■ **Task item**:
Find out how many lines of the material contain the string "none" and give only that figure.

■ **Data for this exercise**:
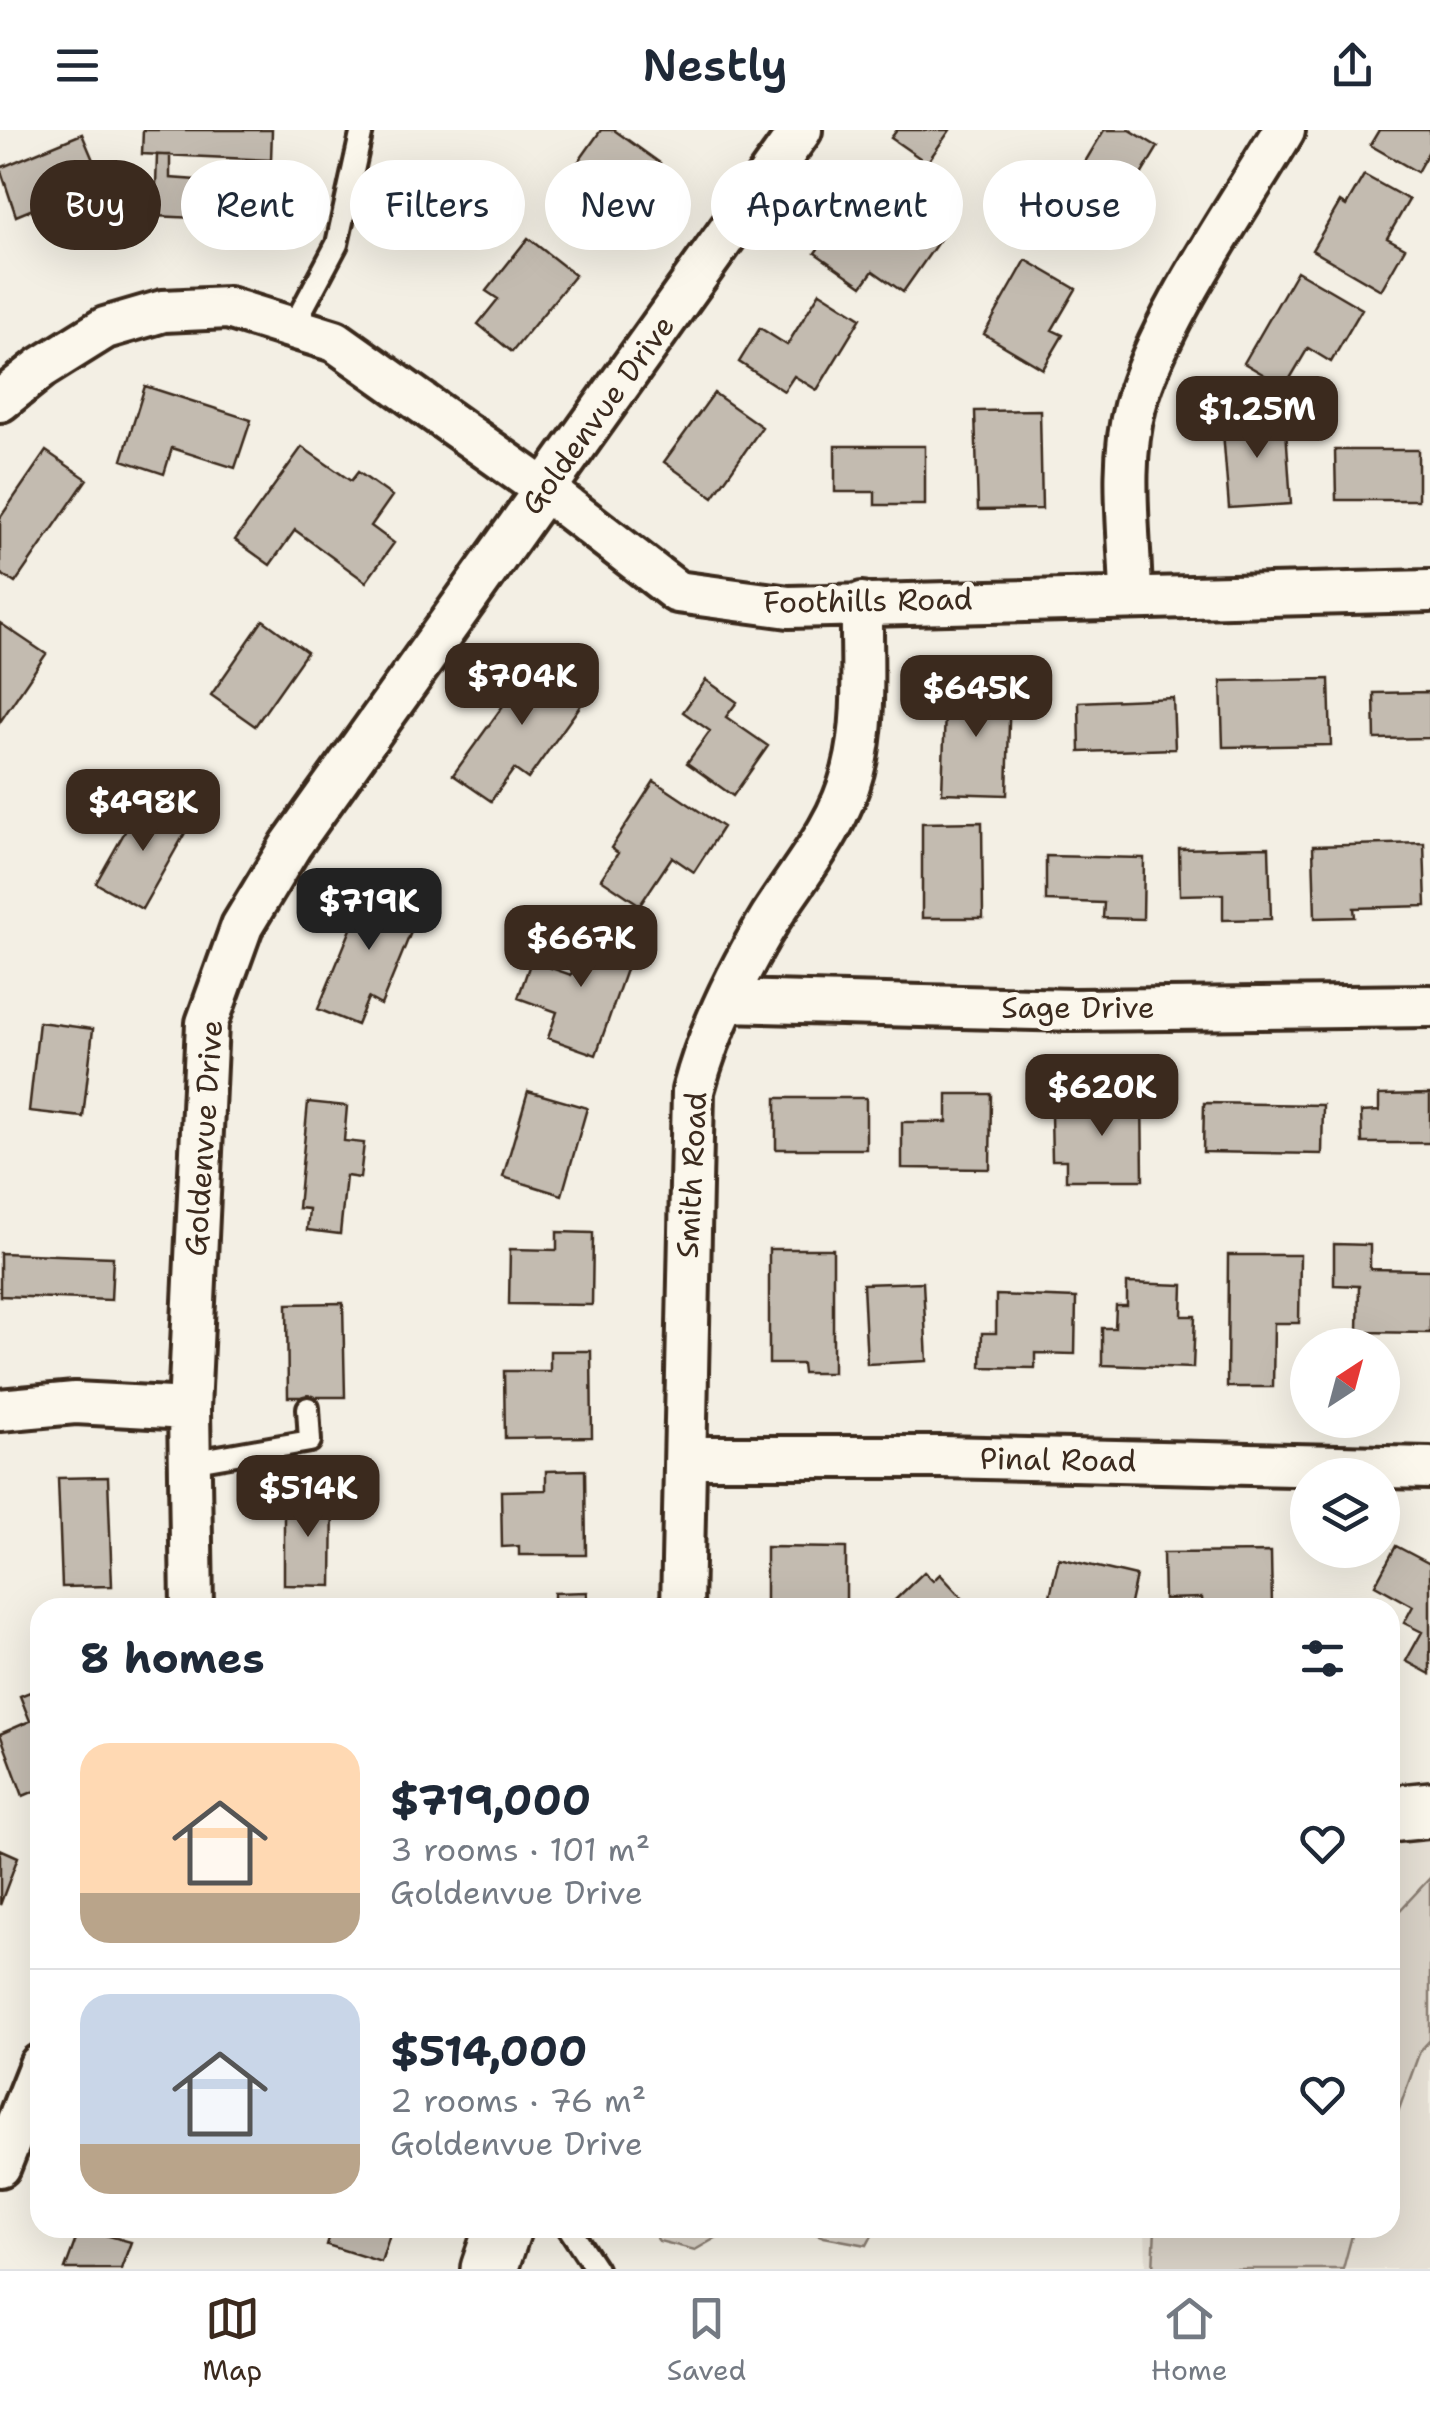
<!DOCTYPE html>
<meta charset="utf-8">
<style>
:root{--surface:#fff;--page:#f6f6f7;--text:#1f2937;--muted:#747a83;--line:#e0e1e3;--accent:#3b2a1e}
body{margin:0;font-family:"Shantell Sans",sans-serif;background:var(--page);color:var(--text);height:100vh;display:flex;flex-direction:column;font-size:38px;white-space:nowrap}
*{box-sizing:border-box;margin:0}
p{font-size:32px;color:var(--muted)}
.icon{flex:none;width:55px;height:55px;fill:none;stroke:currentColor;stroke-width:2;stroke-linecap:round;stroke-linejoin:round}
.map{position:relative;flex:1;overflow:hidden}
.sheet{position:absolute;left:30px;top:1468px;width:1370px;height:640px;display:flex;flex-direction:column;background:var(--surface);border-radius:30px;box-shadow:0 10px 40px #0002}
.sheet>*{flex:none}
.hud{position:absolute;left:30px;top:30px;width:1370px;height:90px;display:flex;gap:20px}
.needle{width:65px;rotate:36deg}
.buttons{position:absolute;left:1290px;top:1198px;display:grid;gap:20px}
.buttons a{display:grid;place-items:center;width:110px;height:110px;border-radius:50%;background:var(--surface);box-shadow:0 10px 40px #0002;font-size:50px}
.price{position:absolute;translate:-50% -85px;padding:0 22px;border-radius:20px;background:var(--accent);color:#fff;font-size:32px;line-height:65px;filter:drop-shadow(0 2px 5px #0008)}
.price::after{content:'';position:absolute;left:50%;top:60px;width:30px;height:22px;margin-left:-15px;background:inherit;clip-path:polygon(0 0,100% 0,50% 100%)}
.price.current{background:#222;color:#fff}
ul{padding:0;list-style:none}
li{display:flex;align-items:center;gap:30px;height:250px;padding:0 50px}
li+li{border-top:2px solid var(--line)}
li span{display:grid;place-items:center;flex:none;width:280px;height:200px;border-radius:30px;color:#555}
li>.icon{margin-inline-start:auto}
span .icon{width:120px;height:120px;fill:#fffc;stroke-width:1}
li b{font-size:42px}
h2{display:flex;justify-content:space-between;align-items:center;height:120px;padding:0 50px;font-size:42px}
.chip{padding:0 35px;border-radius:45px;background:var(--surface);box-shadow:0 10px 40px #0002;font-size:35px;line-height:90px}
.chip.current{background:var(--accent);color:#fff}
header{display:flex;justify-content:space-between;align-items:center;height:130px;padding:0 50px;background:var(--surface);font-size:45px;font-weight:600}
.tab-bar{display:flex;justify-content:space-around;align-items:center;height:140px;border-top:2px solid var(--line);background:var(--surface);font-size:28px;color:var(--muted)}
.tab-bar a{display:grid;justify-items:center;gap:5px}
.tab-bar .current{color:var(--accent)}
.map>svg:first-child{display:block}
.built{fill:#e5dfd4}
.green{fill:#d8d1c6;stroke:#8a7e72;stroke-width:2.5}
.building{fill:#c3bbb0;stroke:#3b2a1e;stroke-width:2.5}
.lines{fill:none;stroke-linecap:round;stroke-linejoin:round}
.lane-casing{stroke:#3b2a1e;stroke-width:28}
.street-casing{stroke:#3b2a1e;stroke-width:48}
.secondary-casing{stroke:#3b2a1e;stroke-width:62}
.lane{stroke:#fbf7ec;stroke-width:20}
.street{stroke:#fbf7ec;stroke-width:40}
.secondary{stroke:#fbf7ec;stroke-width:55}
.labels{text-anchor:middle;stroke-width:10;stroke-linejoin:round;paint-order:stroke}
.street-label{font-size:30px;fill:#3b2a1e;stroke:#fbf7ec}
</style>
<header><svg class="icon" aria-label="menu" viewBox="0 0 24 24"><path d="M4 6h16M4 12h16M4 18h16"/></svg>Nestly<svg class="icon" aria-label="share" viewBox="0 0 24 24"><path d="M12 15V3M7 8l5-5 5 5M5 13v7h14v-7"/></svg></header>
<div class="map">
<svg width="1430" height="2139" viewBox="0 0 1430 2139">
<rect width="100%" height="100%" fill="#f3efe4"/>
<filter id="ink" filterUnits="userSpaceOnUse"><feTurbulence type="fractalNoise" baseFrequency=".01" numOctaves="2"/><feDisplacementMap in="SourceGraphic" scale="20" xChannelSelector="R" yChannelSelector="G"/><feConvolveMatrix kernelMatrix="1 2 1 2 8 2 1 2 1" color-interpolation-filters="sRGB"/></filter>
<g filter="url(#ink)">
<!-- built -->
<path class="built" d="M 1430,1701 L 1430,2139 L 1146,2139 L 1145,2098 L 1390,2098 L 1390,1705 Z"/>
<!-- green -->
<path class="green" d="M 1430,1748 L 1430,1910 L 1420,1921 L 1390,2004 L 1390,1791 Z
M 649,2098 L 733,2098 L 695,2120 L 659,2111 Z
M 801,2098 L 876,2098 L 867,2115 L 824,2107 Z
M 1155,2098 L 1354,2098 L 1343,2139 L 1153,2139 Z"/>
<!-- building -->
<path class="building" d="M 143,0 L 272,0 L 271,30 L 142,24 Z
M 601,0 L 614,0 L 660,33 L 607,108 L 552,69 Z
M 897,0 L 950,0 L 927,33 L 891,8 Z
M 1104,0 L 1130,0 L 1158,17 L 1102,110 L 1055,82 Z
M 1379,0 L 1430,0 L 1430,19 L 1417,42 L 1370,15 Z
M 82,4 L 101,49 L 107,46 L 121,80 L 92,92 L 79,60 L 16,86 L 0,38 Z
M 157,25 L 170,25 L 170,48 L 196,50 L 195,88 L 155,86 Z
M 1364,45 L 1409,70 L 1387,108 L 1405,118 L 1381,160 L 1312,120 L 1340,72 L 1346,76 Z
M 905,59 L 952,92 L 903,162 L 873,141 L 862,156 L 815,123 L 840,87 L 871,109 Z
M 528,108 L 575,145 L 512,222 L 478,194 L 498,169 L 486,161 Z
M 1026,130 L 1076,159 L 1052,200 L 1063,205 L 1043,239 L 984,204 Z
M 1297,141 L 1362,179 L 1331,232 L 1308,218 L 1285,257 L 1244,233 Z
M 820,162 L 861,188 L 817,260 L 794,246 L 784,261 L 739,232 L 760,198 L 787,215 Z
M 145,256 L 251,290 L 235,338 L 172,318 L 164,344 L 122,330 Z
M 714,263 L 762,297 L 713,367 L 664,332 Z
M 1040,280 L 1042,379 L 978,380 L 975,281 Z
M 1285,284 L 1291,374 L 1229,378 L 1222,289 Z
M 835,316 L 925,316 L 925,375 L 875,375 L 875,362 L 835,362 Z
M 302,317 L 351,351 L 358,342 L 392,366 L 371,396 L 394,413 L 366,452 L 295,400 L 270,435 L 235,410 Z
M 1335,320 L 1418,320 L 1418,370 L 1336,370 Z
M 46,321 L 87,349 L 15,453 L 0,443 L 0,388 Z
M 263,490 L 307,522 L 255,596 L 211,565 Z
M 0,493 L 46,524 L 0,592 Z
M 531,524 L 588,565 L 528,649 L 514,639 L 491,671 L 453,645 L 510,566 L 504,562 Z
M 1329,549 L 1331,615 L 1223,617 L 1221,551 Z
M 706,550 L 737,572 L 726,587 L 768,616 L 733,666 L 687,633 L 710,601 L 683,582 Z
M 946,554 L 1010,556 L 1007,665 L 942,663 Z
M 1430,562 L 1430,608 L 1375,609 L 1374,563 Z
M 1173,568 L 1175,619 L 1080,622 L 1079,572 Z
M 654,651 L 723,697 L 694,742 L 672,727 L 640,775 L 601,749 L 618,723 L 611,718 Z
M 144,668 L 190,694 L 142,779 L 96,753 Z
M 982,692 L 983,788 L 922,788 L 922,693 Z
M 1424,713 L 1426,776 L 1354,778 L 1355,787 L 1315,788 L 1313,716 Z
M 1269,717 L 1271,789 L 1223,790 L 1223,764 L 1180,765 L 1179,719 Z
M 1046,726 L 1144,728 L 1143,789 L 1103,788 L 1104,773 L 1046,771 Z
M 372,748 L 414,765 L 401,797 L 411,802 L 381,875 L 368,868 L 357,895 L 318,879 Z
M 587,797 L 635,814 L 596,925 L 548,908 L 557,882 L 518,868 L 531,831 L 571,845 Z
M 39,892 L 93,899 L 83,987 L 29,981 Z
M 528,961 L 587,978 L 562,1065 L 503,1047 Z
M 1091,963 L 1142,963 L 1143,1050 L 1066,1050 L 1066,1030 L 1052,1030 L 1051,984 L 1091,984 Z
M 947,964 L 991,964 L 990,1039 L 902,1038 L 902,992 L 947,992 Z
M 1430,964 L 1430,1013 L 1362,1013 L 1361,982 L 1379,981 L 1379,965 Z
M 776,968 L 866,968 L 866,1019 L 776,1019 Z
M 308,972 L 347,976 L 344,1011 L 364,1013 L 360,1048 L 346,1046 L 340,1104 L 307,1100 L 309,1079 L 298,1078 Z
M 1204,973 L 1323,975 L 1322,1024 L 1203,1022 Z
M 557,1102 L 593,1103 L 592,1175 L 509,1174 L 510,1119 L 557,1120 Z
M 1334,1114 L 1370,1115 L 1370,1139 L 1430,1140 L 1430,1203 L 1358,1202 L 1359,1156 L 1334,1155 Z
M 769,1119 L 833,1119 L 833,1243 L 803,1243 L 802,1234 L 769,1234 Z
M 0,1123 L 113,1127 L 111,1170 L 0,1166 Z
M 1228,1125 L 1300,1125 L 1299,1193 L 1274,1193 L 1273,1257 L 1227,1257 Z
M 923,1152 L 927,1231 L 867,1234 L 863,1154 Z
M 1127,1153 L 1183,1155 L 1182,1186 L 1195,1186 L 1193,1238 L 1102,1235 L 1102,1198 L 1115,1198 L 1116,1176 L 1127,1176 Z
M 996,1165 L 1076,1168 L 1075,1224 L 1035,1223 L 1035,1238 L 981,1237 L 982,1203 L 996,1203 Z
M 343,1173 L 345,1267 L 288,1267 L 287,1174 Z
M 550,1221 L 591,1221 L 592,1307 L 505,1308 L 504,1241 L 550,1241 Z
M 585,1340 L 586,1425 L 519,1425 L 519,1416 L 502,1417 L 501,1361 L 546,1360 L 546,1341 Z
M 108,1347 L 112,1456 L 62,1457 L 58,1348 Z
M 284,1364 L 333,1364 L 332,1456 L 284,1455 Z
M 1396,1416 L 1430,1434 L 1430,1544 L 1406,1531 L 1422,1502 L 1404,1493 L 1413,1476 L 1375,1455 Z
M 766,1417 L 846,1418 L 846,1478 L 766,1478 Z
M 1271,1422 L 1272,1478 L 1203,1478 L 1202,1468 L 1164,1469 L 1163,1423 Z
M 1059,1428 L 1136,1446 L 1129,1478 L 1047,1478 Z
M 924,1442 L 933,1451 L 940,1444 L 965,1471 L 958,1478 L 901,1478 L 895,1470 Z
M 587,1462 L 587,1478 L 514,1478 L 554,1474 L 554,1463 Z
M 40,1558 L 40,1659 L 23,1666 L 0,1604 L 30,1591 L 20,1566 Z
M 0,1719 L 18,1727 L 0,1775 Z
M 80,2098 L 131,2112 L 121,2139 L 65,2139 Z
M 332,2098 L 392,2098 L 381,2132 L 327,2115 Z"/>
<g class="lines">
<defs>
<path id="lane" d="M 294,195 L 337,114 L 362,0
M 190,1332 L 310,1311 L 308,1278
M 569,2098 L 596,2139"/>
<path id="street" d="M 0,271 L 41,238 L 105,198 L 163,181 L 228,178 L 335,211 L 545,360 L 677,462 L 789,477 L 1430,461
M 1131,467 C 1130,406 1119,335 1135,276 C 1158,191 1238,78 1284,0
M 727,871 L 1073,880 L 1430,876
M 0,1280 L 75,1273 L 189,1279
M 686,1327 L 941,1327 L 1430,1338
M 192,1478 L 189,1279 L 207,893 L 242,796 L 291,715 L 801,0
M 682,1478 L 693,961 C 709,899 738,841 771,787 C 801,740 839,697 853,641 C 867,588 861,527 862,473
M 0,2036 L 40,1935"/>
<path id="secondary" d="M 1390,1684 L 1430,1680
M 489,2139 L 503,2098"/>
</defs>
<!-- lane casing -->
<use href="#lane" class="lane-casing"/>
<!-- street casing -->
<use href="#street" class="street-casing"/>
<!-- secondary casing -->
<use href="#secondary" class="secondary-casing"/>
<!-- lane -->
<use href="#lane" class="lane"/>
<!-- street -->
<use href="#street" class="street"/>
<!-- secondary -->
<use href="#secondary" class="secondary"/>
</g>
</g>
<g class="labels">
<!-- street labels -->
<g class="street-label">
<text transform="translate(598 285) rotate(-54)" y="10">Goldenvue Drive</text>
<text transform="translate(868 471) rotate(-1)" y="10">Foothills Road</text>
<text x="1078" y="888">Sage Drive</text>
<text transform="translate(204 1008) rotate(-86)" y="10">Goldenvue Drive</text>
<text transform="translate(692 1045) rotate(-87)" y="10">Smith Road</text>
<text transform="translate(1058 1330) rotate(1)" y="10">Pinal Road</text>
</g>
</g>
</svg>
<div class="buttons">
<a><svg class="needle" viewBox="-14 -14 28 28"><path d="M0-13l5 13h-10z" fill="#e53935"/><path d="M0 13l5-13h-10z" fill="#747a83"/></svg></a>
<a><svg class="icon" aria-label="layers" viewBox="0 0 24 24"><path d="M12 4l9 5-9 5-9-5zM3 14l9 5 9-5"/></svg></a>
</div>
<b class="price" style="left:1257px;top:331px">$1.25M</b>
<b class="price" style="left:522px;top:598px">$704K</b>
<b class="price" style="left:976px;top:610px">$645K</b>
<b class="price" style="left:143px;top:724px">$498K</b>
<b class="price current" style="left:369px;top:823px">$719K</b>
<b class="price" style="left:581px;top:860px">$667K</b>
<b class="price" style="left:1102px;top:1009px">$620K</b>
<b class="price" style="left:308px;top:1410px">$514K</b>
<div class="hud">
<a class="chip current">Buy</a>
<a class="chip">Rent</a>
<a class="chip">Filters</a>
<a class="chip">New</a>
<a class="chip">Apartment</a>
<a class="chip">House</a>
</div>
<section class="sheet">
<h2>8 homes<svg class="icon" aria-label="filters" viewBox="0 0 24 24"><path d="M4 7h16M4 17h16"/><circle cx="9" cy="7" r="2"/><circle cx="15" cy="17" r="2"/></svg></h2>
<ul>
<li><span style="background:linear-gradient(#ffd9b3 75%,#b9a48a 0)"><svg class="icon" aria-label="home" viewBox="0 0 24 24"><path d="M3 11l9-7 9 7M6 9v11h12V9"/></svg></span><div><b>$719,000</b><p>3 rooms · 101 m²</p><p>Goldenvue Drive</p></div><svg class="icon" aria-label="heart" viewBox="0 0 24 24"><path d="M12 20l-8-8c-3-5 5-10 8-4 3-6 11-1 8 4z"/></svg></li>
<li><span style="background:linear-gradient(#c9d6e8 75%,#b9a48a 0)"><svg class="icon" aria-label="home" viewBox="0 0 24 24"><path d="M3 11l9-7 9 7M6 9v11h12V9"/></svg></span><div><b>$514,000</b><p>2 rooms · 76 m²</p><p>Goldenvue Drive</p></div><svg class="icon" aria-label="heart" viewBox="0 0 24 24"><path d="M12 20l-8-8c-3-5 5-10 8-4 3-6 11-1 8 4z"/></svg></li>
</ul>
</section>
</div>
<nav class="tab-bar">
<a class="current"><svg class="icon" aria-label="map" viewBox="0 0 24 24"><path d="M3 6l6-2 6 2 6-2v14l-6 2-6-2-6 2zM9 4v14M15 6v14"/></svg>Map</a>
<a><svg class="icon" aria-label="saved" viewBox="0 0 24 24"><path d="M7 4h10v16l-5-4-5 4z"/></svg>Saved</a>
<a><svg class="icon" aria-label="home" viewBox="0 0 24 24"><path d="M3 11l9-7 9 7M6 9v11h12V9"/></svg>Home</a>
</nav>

■ **Answer area**:
5